As medidas anunciadas pelo presidente argentino, Mauricio Macri, não são nenhuma loucura. É preciso considerar que a desvalorização do câmbio dos últimos dias afetou completamente a inflação esperada na Argentina. Ela foi de cerca de 25% nos últimos dias e isso terá um efeito inflacionário da ordem de cerca de oito pontos porcentuais mais ou menos adicionados ao esperado. A inflação que deveria terminar em 41%, agora deve alcançar cerca de 50%.

As medidas tomadas por Macri, em sua maioria, afetam o consumo, ou pelo menos liberam fundos, e causam impacto nos salários. Mas será preciso compensar o efeito da inflação acima do esperado.

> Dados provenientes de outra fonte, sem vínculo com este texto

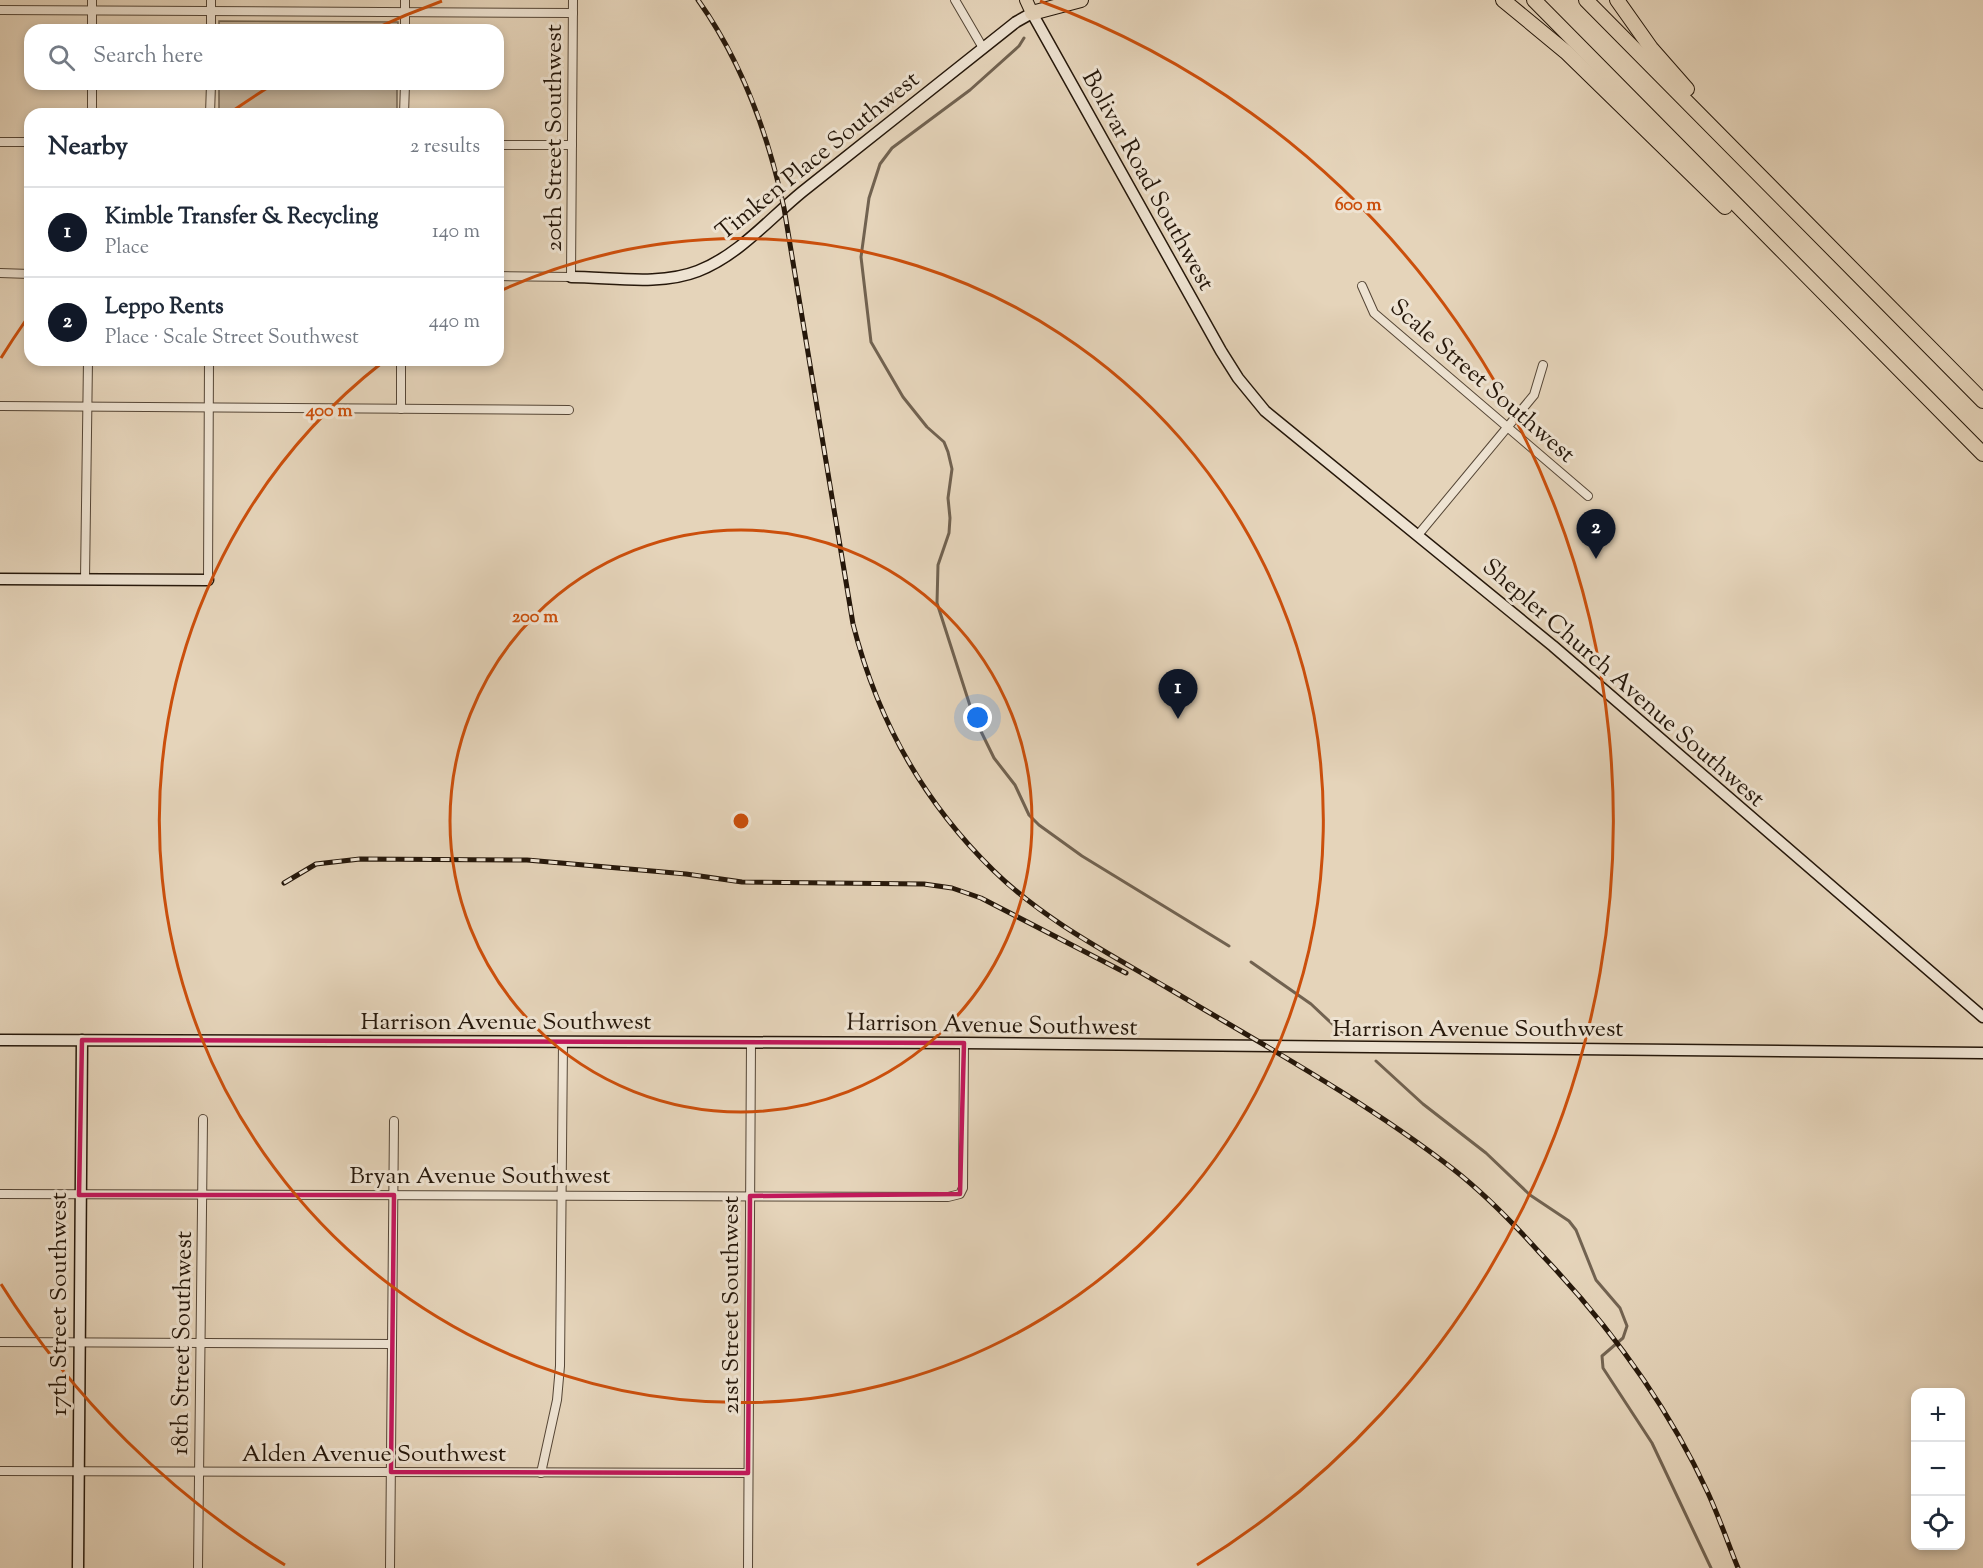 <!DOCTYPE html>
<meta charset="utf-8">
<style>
body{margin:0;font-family:"Sorts Mill Goudy",serif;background:#f6f6f7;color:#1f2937}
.controls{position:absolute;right:18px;bottom:18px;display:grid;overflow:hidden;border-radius:12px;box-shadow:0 3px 9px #0003}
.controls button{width:54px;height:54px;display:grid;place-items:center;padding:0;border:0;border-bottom:2px solid #e0e1e3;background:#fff;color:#1f2937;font:30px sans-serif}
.you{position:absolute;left:978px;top:718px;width:21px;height:21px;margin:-15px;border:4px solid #fff;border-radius:50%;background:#1a73e8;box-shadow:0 0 0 9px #1a73e833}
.badge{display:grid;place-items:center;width:39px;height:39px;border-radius:50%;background:#111827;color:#fff;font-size:20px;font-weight:700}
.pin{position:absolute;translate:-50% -50px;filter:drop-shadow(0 2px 3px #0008)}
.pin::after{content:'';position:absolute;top:32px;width:21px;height:18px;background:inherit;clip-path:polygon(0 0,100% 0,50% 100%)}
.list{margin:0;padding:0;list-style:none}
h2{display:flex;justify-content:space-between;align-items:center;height:78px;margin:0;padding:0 24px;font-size:26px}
h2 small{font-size:20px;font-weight:400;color:#747a83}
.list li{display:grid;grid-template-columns:39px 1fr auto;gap:18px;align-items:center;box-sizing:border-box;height:90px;padding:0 24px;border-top:2px solid #e0e1e3}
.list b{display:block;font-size:22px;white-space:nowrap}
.list p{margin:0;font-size:20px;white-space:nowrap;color:#747a83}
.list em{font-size:20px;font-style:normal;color:#747a83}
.icon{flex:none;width:33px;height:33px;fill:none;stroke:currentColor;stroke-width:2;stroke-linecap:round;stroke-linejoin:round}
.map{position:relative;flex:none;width:1983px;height:1568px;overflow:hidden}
.search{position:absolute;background:#fff;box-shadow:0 3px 9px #0003;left:24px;top:24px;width:480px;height:66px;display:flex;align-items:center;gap:15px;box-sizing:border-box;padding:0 21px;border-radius:18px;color:#747a83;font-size:22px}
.panel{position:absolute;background:#fff;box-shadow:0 3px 9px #0003;left:24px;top:108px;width:480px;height:258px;border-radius:18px}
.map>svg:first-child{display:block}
.green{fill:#c4b49c;stroke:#746653;stroke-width:1.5}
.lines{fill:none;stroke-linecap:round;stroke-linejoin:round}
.stream{stroke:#716250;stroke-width:3}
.street-casing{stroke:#554636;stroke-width:10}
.secondary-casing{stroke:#25170a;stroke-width:13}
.primary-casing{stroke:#25170a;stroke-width:14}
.highway-casing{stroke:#25170a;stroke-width:16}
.street{stroke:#eee3d2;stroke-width:8}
.secondary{stroke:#eee3d2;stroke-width:10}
.primary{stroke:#e5d4ba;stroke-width:12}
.highway{stroke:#e5d4ba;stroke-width:14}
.rail-casing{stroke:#25170a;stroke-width:5}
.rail{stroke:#eee3d2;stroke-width:3;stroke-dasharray:9;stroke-linecap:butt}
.marked{fill:none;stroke:#c2185b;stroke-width:4.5;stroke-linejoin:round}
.ring{fill:none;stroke:#cb4f0c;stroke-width:3}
.labels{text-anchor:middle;stroke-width:6;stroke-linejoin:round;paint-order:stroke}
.street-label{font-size:24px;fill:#25170a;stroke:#eee3d2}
.centre{fill:#cb4f0c;stroke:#eee3d2;stroke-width:3}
.ring-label{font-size:18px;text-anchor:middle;font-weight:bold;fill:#cb4f0c;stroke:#eee3d2;stroke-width:6;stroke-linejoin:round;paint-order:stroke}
</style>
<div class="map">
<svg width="1983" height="1568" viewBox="0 0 1983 1568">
<rect width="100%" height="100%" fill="#e5d4ba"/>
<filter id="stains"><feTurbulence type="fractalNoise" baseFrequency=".00333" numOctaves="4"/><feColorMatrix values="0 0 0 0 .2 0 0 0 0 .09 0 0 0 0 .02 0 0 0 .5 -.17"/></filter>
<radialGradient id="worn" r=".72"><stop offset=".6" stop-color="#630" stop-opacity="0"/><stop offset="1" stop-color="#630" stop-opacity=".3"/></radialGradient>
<!-- green -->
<g class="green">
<path d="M 219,21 L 398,22 L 398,30 L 219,30 Z"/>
<rect x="219" y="84" width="178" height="30"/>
</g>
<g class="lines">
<!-- stream -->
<g class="stream">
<path d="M 1024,38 L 1019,46 L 970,90 L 892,148 L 880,164 L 869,198 L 861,257 L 871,342 L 903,397 L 927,427 L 944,442 L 948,452 L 952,469 L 948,498 L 950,518 L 949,533 L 938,565 L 937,603 L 973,715 L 994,758 L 1015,785 L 1029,815 L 1039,825 L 1082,856 L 1229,946"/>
<path d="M 1251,962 L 1311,1004 L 1344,1035"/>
<path d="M 1376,1061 L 1423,1104 L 1486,1153 L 1530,1195 L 1569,1221 L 1576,1230 L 1596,1280 L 1620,1308 L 1627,1326 L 1623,1338 L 1602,1356 L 1603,1368 L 1652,1443 L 1711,1568"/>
</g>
<defs>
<g id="street">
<path d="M 955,0 L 983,48"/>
<path d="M 0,10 L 573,13"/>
<path d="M 92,30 L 92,0"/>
<path d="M 211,30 L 211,0"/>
<path d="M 405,30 L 405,0"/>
<path d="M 92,114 L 92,84"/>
<path d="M 210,114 L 211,84"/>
<path d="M 404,114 L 405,84"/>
<path d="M 0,142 L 30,142"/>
<path d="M 498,145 L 572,145"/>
<path d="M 0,273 L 30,274"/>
<path d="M 498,276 L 571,277 L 573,0"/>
<path d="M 1362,286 L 1374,313 L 1588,496"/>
<path d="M 0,406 L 569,410"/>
<path d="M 401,409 L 401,360"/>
<path d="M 1418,535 L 1534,395 L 1543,365"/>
<path d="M 85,579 L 88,360"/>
<path d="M 208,580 L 209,360"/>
<path d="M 0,1194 L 948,1197 L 960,1194 L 963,1188 L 964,1043"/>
<path d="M 0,1342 L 392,1344"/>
<path d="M 0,1471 L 748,1473"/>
<path d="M 541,1473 L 557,1400 L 560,1366 L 563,1042"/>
<path d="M 198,1568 L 203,1119"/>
<path d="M 390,1568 L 394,1121"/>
<path d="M 748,1568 L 751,1042"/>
</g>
<g id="secondary">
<path d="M 571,277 C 610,277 660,286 698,271 C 739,255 769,219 802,192 C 873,135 945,79 1016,22 L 1032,13 L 1221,351 L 1238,378 L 1265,411 L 1553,646 L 1983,1017"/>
<path d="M 0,579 L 208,580"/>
<path d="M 0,1040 L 964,1043 L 1983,1053"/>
<path d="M 78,1568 L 82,1040"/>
</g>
<path id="primary" d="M 1026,0 L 1032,13"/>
<g id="highway">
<path d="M 1503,0 L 1566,52 L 1725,207"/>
<path d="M 1534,0 L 1983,454"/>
<path d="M 1586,0 L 1983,401"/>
<path d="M 1617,0 L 1651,48 L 1687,89"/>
<path d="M 1032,13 L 1081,0"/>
</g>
</defs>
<!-- street casing -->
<use href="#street" class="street-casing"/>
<!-- secondary casing -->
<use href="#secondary" class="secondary-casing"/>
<!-- primary casing -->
<use href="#primary" class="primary-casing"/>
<!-- highway casing -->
<use href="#highway" class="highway-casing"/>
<!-- street -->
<use href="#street" class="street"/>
<!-- secondary -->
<use href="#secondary" class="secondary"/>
<!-- primary -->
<use href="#primary" class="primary"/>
<!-- highway -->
<use href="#highway" class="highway"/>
<defs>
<g id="rail">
<path d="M 698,0 C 743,63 768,134 784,208 L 853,624 C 877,719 924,803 994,871 C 1045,921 1110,954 1171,990 C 1267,1047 1365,1101 1453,1169 C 1485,1194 1514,1224 1540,1253 C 1608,1324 1667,1404 1708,1493 C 1719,1517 1728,1543 1738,1568"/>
<path d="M 284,883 L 316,864 L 360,859 L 527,860 L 686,874 L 742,882 L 924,884 L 952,888 L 981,898 L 1126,973"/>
</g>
</defs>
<!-- rail casing -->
<use href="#rail" class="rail-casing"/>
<!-- rail -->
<use href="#rail" class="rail"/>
</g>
<!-- marked area -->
<path class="marked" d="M 82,1040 L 964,1043 L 960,1194 L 750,1196 L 748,1473 L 391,1472 L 394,1195 L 79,1195 Z"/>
<!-- distance rings -->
<g class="ring">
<circle cx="741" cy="821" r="291"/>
<path d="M500 291A582 582 0 1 1 383 362"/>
<path d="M285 1565A873 873 0 0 1 1 1284M1 358A873 873 0 0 1 26 320M234 110A873 873 0 0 1 272 85M372 30A873 873 0 0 1 442 1M1040 1A873 873 0 0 1 1197 1565"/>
</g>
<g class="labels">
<!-- street labels -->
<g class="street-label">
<text transform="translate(553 138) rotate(-90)" y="8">20th Street Southwest</text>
<text transform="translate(817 155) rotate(-39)" y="8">Timken Place Southwest</text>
<text transform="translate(1149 180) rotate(61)" y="8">Bolivar Road Southwest</text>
<text transform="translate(1483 380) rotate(41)" y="8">Scale Street Southwest</text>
<text transform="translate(1624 682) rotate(41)" y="8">Shepler Church Avenue Southwest</text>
<text x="506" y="1029">Harrison Avenue Southwest</text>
<text transform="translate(992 1024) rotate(1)" y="8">Harrison Avenue Southwest</text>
<text x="1478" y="1036">Harrison Avenue Southwest</text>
<text x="480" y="1183">Bryan Avenue Southwest</text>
<text transform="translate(58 1304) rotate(-90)" y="8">17th Street Southwest</text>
<text transform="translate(730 1305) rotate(-90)" y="8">21st Street Southwest</text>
<text transform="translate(181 1343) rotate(-89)" y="8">18th Street Southwest</text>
<text x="374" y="1461">Alden Avenue Southwest</text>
</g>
</g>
<circle cx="741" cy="821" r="9" class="centre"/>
<g class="ring-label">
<text x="1358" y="210">600 m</text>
<text x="329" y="416">400 m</text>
<text x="535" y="622">200 m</text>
</g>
<rect width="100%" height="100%" filter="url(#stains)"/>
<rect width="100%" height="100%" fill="url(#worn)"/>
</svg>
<div class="controls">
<button>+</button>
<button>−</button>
<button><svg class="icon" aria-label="locate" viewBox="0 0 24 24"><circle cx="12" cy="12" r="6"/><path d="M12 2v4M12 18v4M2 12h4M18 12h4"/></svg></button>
</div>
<div class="you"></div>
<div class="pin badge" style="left:1178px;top:719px">1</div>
<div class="pin badge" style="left:1596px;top:559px">2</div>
<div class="search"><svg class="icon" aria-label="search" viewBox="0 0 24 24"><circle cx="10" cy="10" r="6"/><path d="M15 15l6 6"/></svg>Search here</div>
<section class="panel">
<h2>Nearby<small>2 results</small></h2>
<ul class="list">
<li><span class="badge">1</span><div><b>Kimble Transfer &amp; Recycling</b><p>Place</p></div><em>140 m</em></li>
<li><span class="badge">2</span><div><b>Leppo Rents</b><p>Place · Scale Street Southwest</p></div><em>440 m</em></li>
</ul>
</section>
</div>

Entre as medidas, as melhores anunciadas ajudarão as pequenas empresas que, financeiramente, vinham se complicando muito por causa das altas dos juros e da recessão. As medidas devem permitir dar uma maior liquidez a essas empresas que estão em uma situação financeira muito complicada.

Podemos até chamar essas medidas de populistas. Mas, na verdade, o resultado eleitoral de domingo somado aos impactos sobre o mercado está levando o governo Macri a assumir um pouco mais de riscos em sua política econômica. É óbvio que muitas dessas medidas têm um componente eleitoral.

Também é certo que o efeito da aceleração da inflação estava meio esquecido. Por exemplo, o salário real na Argentina, na primeira parte do ano, caiu 12%. E se esperava uma recuperação do salário real na segunda metade do ano graças à combinação de uma melhora dos ganhos, por um lado, com os acordos entre sindicatos e empresas e, por outro, uma baixa na inflação.

Mas a medida para baixar a inflação sem pensar na desvalorização do câmbio resultará em uma inflação ainda mais alta. Mais uma vez, será preciso fazer algo para se recuperar o salário.

Por um lado, foi por isso que ele anunciou esse pacote e, por outro, buscava uma estratégia com efeito eleitoral, o que não deverá ser significativo.

O presidente Macri está apostando em uma situação muito improvável, que é a de que poderá reverter o resultado eleitoral do fim de semana. Mas para conseguir isso, ele precisará de sorte e oportunidade, e as condições não são muito favoráveis. Trata-se de uma situação muito particular. É possível que o governo ganhe alguns votos, mas para isso a oposição terá de perder votos. E isso não vai acontecer.

O governo acredita que pode ganhar três pontos porcentuais até as eleições e fazer com que a oposição perca três pontos. Dessa maneira, poderia sonhar com um segundo turno. Mas isso é muito difícil.